When President Bush addressed the American Medical Association in Washington in March, he remarked, "Healthcare records are kept in different formats-believe it or not, a lot of times on paper." His choice of words implies that he can't believe any paper-based records remain. But the reality is that paper is an all-too-common form of health records in the 21st century.
Paper records have none of the characteristics we seek in an electronic health record. They are not standardized, accessible or connectable. They often are illegible, contain data discrepancies and do little to aid and guide healthcare decisionmaking. In short, they have become dangerous to our health.
The need to advance to a national health information infrastructure including electronic health records, personal health records and a robust public health information system is no longer a matter for leisurely cost-benefit debates. It is a matter of public safety. Moving healthcare into the information age is a national issue, an institutional issue and an issue for each of us as health professionals and as people.
Health information managers refer to today's record as a "hybrid" to denote its combination of paper, digitized and imaged information. Each provider organization has moved on its own path to the electronic health record at its own pace. To accelerate change, we need to find common paths that work. For example, a health information manager recently told me of her hospital's practice of printing a paper record and dumping digital information after patient discharge because the organization is reluctant to risk investing in a repository. Another professional tells of demands by attorneys for everything on paper because they don't trust the provenance of digital information. Experiences and results must be shared to accelerate the pace of change-and to overcome the fear of making costly mistakes.
In just more than a year, enormous advances have been made to establish consensus and deploy standards for data and communication connectivity. This has been done through unprecedented collaborative projects such as Connecting for Health, the eHealth Initiative, the federal Consolidated Health Informatics initiative, the National Alliance for Health Information Technology, the National Committee on Vital and Health Statistics and others. Embedding standards in our systems-and our culture-will take time, and the stakes continue to grow.
We need the will to move beyond standards for interoperability to advance standards for information content, controlled terminologies, patient identifiers and upgraded classification systems. For example, the U.S. now lags behind other developed countries in its use of a 30-year-old classification system called ICD-9-CM to code diseases and procedures performed in hospitals. This has a profound impact on clinical and outcomes research and payment and healthcare policies.
Getting to the electronic and personal health records requires investment in information and communications technology, but it also requires investing in developing people, processes and policies-in other words, leadership for the long haul. Process leadership has been very difficult in our segmented industry, as evidenced by the rate of patient errors despite the many starts and stops in quality improvement over several decades.

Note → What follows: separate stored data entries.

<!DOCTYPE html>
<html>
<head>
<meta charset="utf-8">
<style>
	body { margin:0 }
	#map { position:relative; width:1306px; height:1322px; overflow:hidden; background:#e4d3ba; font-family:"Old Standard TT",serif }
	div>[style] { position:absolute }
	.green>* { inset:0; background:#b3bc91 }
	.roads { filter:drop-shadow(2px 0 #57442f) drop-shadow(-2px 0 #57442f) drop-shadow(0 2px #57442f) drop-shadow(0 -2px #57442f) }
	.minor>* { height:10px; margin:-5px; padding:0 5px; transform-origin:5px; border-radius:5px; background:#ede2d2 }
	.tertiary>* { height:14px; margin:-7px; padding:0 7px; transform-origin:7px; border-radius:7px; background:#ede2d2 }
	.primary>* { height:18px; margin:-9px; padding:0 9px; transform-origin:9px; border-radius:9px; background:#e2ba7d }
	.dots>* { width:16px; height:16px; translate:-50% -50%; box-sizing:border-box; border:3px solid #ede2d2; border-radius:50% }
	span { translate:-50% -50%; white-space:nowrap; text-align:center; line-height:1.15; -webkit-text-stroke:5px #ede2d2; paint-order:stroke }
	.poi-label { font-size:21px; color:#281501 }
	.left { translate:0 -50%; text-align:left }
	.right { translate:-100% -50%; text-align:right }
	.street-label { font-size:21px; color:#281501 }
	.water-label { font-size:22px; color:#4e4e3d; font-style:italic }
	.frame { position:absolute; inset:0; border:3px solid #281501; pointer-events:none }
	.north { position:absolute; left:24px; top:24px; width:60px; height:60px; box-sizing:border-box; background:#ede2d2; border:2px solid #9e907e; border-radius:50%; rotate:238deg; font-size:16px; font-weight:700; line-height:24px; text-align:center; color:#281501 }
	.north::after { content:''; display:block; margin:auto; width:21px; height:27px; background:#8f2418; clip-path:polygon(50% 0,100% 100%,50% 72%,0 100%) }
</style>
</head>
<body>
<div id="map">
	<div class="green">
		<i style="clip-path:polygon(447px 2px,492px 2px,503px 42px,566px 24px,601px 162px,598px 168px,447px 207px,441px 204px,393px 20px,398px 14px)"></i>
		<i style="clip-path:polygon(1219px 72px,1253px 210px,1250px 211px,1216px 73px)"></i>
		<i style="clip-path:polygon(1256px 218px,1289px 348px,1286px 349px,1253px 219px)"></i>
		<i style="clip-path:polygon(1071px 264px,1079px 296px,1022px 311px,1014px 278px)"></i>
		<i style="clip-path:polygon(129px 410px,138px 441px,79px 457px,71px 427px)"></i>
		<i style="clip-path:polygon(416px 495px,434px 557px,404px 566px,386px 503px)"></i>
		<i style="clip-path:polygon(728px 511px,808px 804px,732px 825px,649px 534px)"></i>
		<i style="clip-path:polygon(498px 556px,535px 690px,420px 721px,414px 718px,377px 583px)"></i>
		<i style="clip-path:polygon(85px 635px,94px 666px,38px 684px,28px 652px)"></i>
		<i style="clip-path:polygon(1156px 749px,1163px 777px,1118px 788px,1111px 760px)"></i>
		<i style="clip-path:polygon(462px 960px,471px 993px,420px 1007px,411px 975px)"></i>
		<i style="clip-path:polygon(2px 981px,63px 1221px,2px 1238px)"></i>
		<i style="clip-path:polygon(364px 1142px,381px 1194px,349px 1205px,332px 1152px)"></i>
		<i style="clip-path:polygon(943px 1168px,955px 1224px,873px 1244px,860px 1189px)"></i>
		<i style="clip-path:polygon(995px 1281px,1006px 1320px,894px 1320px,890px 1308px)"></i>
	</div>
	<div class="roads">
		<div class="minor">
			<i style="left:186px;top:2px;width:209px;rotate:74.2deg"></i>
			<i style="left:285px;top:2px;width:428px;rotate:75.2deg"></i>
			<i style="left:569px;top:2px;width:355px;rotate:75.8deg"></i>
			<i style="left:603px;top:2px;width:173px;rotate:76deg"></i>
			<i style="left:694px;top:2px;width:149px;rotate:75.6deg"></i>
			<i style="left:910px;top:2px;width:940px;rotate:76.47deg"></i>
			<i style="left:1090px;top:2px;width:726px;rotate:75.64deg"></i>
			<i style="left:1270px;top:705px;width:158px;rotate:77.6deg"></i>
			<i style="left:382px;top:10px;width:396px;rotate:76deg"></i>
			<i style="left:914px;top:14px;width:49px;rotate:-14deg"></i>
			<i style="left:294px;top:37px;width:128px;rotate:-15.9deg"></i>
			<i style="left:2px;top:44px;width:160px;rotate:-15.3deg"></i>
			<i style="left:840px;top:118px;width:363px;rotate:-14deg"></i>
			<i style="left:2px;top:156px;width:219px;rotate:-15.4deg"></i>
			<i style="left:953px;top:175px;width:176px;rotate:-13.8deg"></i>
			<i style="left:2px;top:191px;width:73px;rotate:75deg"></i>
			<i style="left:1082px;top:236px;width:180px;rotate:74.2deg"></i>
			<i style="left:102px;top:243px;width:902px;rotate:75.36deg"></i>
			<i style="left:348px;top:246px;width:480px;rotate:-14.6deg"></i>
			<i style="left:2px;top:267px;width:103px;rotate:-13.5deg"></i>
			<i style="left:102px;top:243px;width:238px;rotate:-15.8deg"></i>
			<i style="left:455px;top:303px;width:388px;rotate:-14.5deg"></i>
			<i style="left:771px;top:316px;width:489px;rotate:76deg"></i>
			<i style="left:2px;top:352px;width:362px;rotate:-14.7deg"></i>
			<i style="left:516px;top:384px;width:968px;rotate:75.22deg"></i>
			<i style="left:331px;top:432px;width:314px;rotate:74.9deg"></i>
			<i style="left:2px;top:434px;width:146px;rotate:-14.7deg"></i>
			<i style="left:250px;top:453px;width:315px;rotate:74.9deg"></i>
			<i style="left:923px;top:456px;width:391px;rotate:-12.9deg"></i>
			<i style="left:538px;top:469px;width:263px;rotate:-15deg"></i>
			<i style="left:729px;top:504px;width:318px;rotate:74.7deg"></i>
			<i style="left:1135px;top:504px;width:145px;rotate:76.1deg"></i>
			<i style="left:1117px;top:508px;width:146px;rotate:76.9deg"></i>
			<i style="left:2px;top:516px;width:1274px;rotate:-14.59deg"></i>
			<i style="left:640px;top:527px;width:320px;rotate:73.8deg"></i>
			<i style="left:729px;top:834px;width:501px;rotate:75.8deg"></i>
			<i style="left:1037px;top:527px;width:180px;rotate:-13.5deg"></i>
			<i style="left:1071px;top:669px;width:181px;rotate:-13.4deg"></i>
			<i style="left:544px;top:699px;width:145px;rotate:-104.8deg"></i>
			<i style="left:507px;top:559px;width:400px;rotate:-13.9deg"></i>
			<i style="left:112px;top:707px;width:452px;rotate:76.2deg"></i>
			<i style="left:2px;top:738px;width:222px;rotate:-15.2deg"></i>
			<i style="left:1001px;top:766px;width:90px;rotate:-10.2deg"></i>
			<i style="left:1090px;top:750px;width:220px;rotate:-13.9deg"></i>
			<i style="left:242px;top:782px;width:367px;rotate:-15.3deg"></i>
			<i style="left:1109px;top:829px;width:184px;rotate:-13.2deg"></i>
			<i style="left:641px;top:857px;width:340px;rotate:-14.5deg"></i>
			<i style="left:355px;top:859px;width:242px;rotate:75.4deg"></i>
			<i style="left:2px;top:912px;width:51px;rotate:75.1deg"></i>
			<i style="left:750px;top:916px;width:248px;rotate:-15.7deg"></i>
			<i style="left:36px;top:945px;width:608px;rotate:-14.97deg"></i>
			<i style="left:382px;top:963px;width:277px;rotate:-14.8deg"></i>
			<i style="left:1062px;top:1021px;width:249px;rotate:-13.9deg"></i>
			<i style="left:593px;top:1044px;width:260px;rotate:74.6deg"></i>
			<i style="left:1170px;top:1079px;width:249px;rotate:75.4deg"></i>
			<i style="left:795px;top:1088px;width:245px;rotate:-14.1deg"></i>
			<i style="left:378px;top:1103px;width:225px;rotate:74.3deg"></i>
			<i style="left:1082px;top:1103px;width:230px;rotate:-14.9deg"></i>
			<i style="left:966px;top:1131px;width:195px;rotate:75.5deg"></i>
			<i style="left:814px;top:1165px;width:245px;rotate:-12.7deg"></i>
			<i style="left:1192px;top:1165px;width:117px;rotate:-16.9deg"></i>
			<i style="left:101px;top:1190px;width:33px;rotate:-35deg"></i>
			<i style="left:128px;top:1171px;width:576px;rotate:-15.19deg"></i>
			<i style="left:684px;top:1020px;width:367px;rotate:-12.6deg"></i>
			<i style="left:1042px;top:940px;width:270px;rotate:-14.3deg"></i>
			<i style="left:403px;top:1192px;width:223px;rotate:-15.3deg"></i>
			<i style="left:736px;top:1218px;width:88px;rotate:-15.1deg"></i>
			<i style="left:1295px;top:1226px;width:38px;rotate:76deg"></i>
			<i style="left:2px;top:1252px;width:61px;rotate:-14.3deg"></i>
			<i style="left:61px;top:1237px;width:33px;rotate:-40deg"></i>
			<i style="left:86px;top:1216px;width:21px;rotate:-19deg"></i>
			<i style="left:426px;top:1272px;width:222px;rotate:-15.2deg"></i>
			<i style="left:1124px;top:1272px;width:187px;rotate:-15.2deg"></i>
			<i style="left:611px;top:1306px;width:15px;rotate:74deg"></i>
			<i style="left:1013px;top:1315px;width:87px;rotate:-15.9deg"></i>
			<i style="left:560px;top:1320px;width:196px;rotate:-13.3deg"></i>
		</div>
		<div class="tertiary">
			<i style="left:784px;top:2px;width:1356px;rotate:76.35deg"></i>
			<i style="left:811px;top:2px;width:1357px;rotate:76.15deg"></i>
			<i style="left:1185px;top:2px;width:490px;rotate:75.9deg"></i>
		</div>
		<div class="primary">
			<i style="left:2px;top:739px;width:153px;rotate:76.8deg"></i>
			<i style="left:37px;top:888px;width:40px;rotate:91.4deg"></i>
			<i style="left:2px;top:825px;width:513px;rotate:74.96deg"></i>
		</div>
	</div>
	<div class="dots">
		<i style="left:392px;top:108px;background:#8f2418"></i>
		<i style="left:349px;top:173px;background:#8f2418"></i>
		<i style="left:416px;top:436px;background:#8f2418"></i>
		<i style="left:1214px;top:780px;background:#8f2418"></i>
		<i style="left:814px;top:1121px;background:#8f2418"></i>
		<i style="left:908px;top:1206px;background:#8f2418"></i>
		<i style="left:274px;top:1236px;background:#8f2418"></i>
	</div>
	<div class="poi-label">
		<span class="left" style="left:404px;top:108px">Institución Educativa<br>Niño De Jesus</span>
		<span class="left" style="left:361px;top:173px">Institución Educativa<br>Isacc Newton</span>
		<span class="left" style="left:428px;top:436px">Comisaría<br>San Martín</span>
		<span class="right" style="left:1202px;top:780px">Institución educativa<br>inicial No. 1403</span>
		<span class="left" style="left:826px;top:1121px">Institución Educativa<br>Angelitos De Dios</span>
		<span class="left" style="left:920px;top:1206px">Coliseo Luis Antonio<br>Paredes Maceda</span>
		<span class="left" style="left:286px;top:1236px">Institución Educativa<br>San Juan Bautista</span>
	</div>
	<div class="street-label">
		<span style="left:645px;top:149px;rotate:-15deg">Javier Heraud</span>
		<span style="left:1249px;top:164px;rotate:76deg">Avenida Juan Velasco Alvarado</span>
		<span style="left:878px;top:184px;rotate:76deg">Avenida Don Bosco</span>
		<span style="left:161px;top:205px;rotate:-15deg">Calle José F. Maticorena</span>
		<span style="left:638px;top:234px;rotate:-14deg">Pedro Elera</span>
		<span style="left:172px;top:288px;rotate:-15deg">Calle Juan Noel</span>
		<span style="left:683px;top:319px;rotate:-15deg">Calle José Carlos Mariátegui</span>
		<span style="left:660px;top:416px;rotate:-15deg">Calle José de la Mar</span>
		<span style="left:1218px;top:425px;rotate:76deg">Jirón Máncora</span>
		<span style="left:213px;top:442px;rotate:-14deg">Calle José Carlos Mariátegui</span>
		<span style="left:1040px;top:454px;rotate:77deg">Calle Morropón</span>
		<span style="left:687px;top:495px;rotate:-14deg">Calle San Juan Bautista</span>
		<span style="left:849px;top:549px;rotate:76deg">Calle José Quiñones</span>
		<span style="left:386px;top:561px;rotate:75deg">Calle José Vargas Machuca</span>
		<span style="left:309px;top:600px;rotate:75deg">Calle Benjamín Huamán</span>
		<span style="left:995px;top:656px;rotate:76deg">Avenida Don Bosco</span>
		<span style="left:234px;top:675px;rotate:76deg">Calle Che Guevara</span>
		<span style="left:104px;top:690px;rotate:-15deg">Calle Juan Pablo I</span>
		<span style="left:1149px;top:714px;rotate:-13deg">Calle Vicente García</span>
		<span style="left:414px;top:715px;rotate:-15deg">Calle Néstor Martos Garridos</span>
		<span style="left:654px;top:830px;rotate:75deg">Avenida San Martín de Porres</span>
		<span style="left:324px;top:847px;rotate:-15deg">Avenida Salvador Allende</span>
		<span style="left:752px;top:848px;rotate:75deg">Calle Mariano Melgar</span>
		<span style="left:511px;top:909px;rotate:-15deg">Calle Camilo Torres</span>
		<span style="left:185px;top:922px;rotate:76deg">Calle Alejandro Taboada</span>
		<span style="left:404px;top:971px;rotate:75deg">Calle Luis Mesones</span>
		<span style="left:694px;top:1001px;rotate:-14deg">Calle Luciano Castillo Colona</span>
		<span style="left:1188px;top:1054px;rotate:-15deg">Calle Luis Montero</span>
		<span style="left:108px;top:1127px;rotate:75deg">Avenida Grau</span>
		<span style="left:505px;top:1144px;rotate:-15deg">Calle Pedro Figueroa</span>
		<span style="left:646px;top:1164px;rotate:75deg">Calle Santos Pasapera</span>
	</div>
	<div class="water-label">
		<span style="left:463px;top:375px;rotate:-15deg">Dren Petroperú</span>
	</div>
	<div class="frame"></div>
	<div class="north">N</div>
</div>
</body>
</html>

Policy leadership also has been difficult for healthcare organizations. Many have had policies on the books for years dealing with confidentiality of patient data and documentation practices. Yet we have had to undergo costly efforts to prepare for Health Insurance Portability and Accountability Act privacy regulations and to deal with fraud and abuse investigations. Many patient errors can be traced to failure to adhere to age-old documentation policies.
The electronic and personal health records will prompt new challenges. For example, health information managers agree that gaining consensus on what constitutes a complete patient record and what is and is not part of the designated record set is a top practice issue in the era of hybrid records. Standards for interoperability are critical, but staff training, job and process engineering and information policy must be pursued with equal vigor.
The challenges are daunting, but never before has there been such a level of public and private collaboration and determination to drive change. This must be sustained so that we don't mistake interim results with the finish line. The American Health Information Management Association has taken a position of supporting a national health information infrastructure and has called for the federal government, with full cooperation of the healthcare industry and Congress, to provide leadership, funding and oversight for the long haul.
We need to push change at all levels. For example, AHIMA has undertaken an electronic health information management initiative to accelerate the pace of change. We began by creating a vision of what health information management practice will be like with the electronic and personal health records and without paper records. This helps us set priorities for research, best practices and how best to assist our members in building a business case for technology and process change. It also allows us to understand future workforce needs and to advance academic education in the field to prepare professionals to manage without paper records.
Finally, we need to help people understand that quality information is important for health. Paper records and the status quo affect the cost of care, its availability, quality and safety, as well as the availability of new treatments and our understanding of the efficacy of alternatives. The status quo is dangerous to our health.
Linda Kloss is executive vice president and CEO of the American Health Information Management Association, Chicago.